FLEXible is a library to federate models. We offer the tools to load and federate data or to load federated data, and the tools to create a federated environment. The user can define the model and the *communication primitives* to train the model in a federated environment, but we already offer some simple functions that let the user to build an fast and easy experiment.
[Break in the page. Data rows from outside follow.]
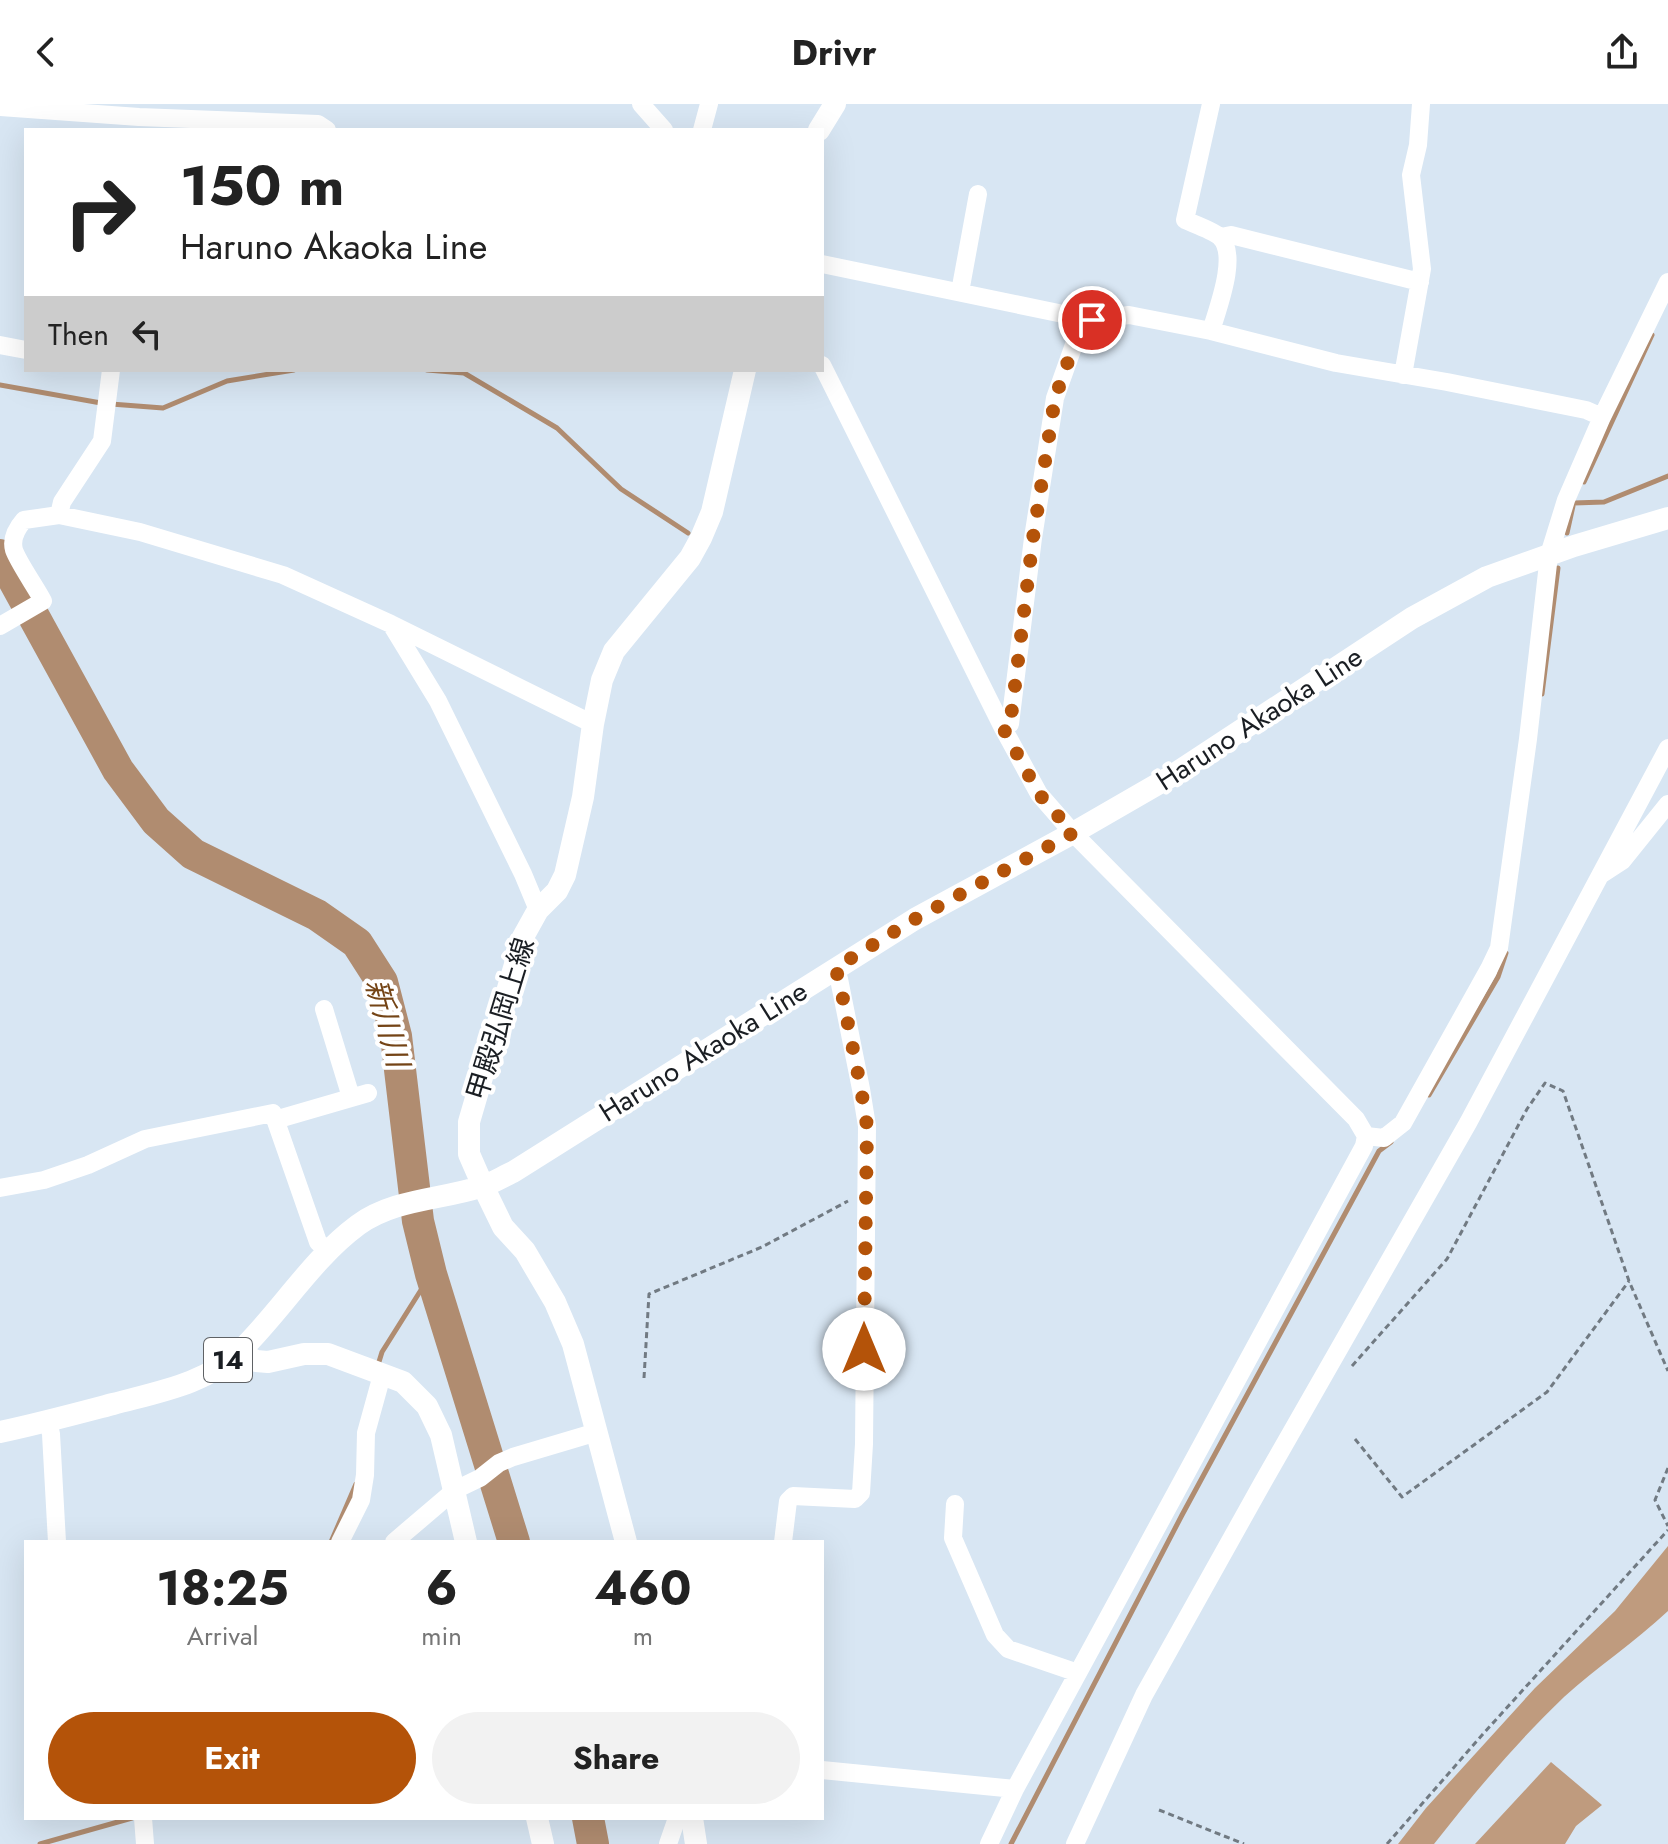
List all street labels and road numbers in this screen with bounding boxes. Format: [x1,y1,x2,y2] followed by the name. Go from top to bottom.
[1148,636,1371,801] street label: Haruno Akaoka Line
[456,933,545,1105] street label: 甲殿弘岡上線
[591,971,815,1132] street label: Haruno Akaoka Line
[204,1338,252,1382] road number: 14

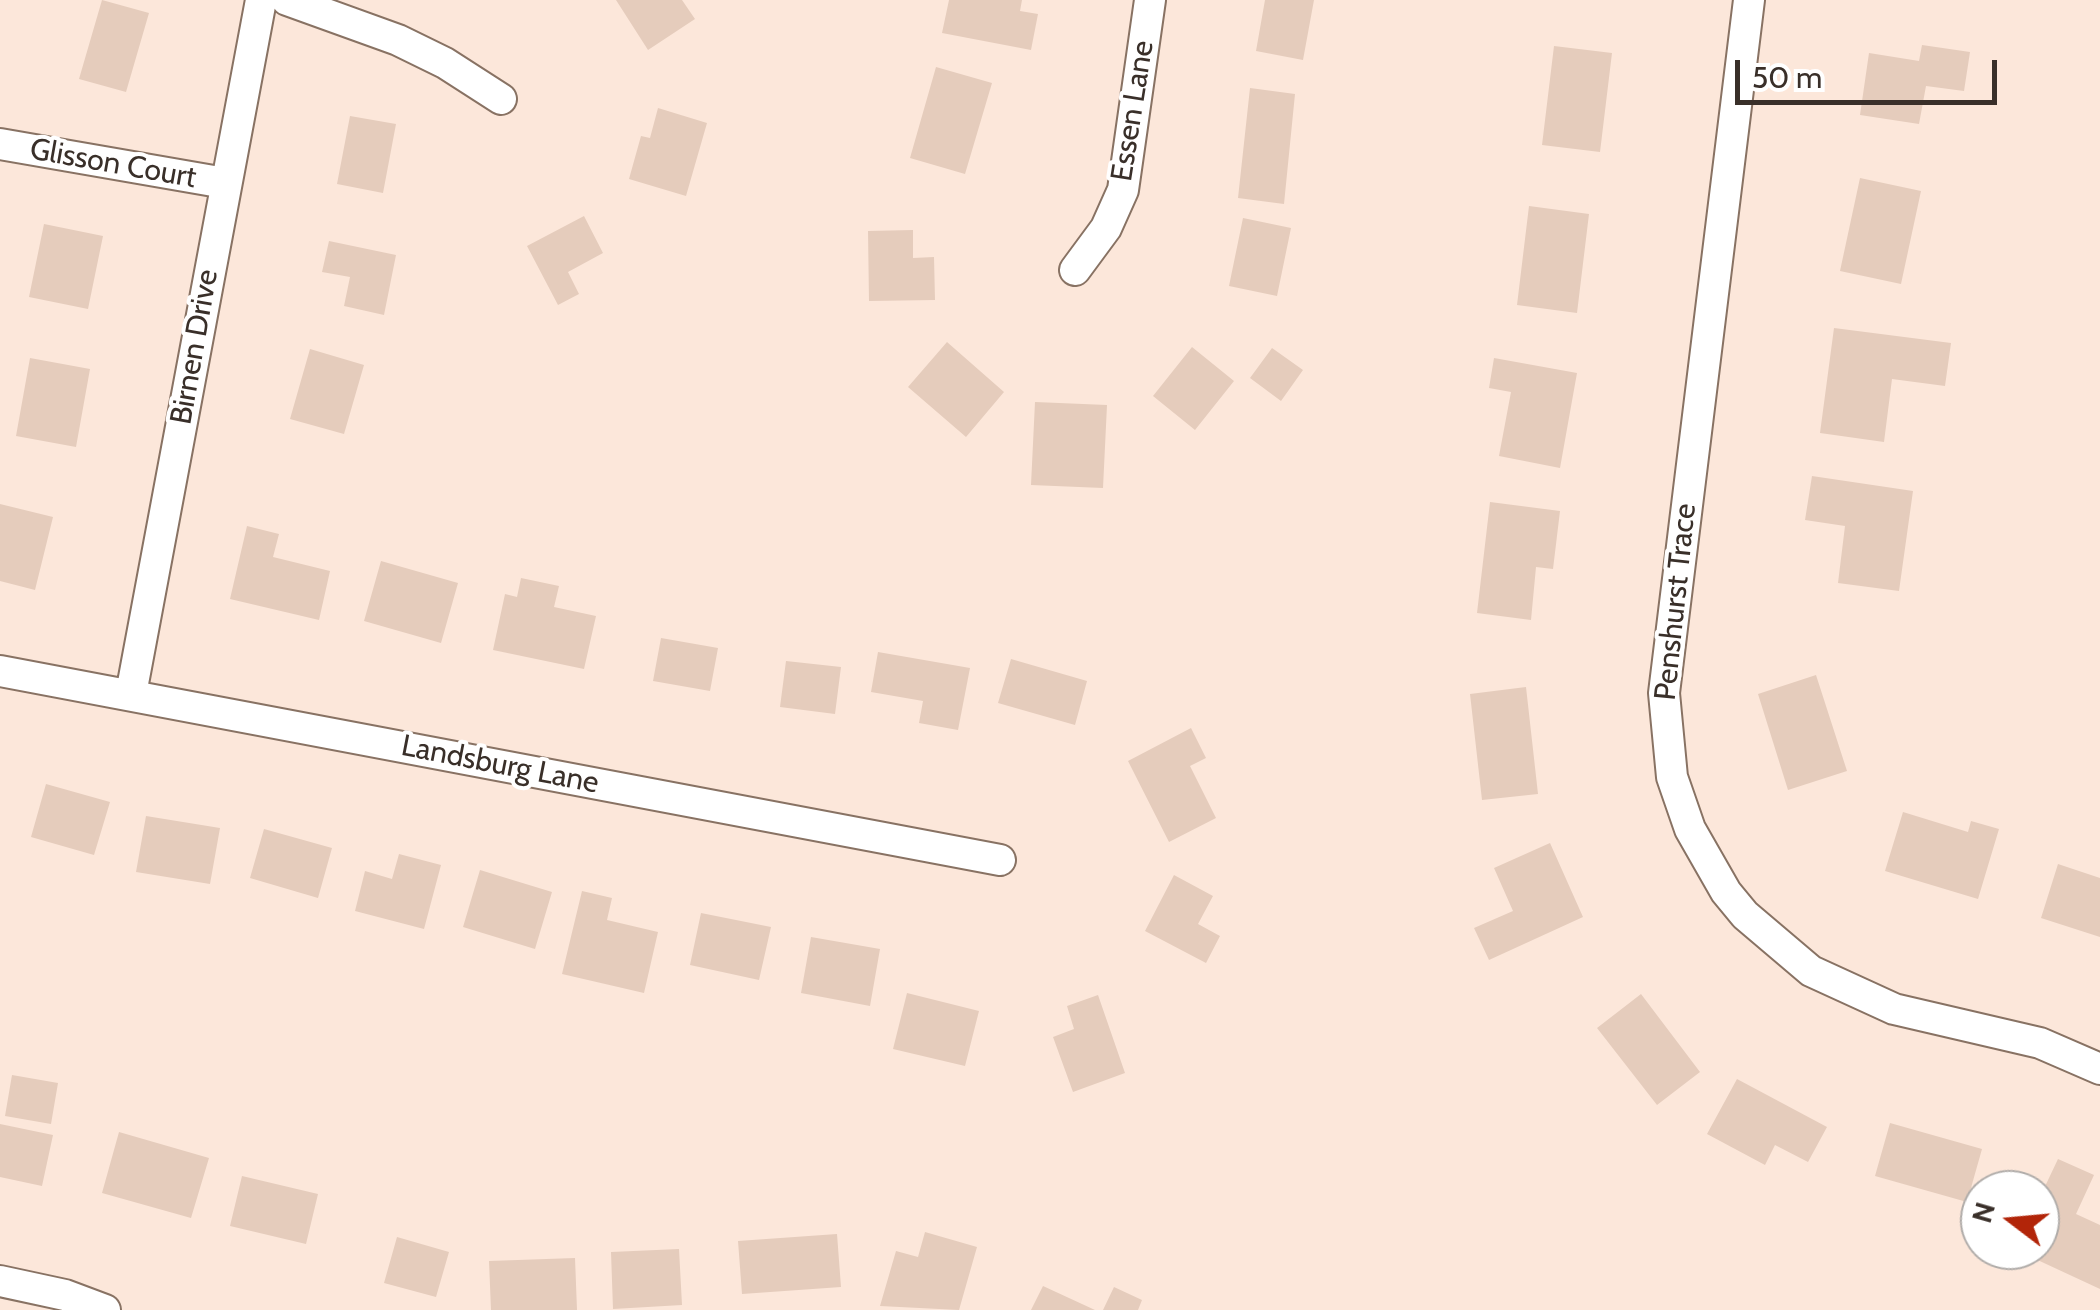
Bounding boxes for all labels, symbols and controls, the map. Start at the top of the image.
street label: Essen Lane [1104,38,1162,184]
scale bar [1740,40,2002,102]
text: 50 m [1752,59,1822,96]
street label: Glisson Court [27,132,199,196]
street label: Birnen Drive [164,267,226,427]
street label: Penshurst Trace [1648,502,1704,702]
street label: Landsburg Lane [398,728,602,802]
north arrow [1960,1170,2060,1270]
text: N [1964,1198,2002,1226]

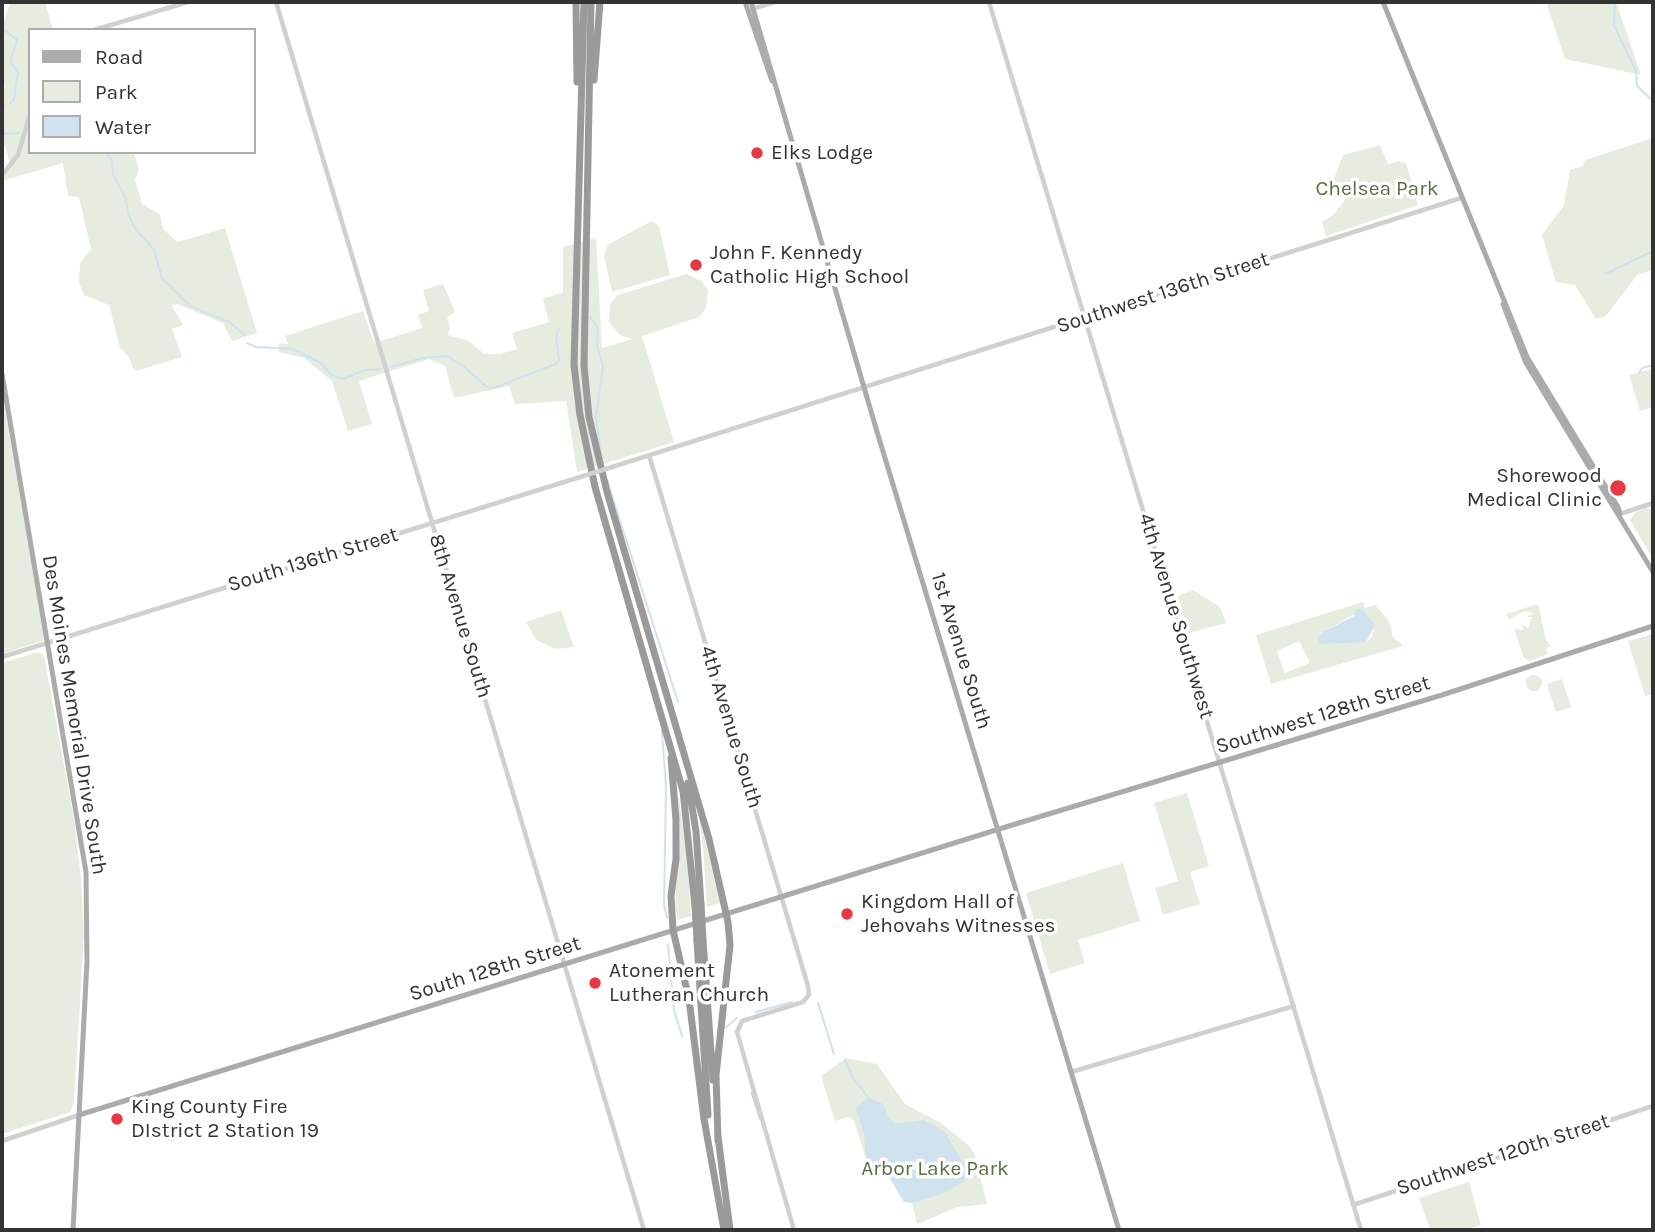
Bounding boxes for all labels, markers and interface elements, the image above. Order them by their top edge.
legend [28,28,256,154]
text: Road [95,45,143,69]
text: Park [95,80,138,104]
text: Water [95,115,151,139]
place label: Elks Lodge [771,140,873,166]
marker: Elks Lodge [749,145,765,161]
park label: Chelsea Park [1315,176,1439,202]
place label: John F. Kennedy Catholic High School [710,240,909,290]
street label: Southwest 136th Street [1054,247,1272,339]
marker: John F. Kennedy Catholic High School [688,257,704,273]
place label: Shorewood Medical Clinic [1467,463,1602,513]
marker: Shorewood Medical Clinic [1608,478,1628,498]
street label: 4th Avenue Southwest [1133,510,1219,722]
street label: South 136th Street [225,522,401,598]
street label: 8th Avenue South [423,531,497,701]
street label: Des Moines Memorial Drive South [36,553,112,877]
street label: 1st Avenue South [925,570,997,732]
street label: 4th Avenue South [694,643,768,811]
street label: Southwest 128th Street [1213,670,1433,760]
place label: Kingdom Hall of Jehovahs Witnesses [861,889,1055,939]
marker: Kingdom Hall of Jehovahs Witnesses [839,906,855,922]
street label: South 128th Street [406,931,584,1007]
place label: Atonement Lutheran Church [609,958,769,1008]
marker: Atonement Lutheran Church [587,975,603,991]
place label: King County Fire DIstrict 2 Station 19 [131,1094,319,1144]
street label: Southwest 120th Street [1393,1109,1613,1201]
marker: King County Fire DIstrict 2 Station 19 [109,1111,125,1127]
park label: Arbor Lake Park [861,1156,1009,1182]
This primitives can be expressed in the following steps:
- initialization: Initialize the model in the server.
- deploy model: Deploy the model to the clients.
- training: Define the train function.
- collect the weights: Collect the weights of the clients params to aggregate them later.
- aggregate the weights: Use an aggregation method to aggregte the collected weights.
- deploy model: Deploy the model with the updated weights to the clients.
- evaluate: Define the evaluate function.

In this notebook, we show how to use the defined primitive functions, letting the user the implementation of some key functions:
- Define the model to train: It's necessary to tell server and clients which model will be trained.
- Aggregator method: In this notebook we will implement FedAvg as the aggregation function.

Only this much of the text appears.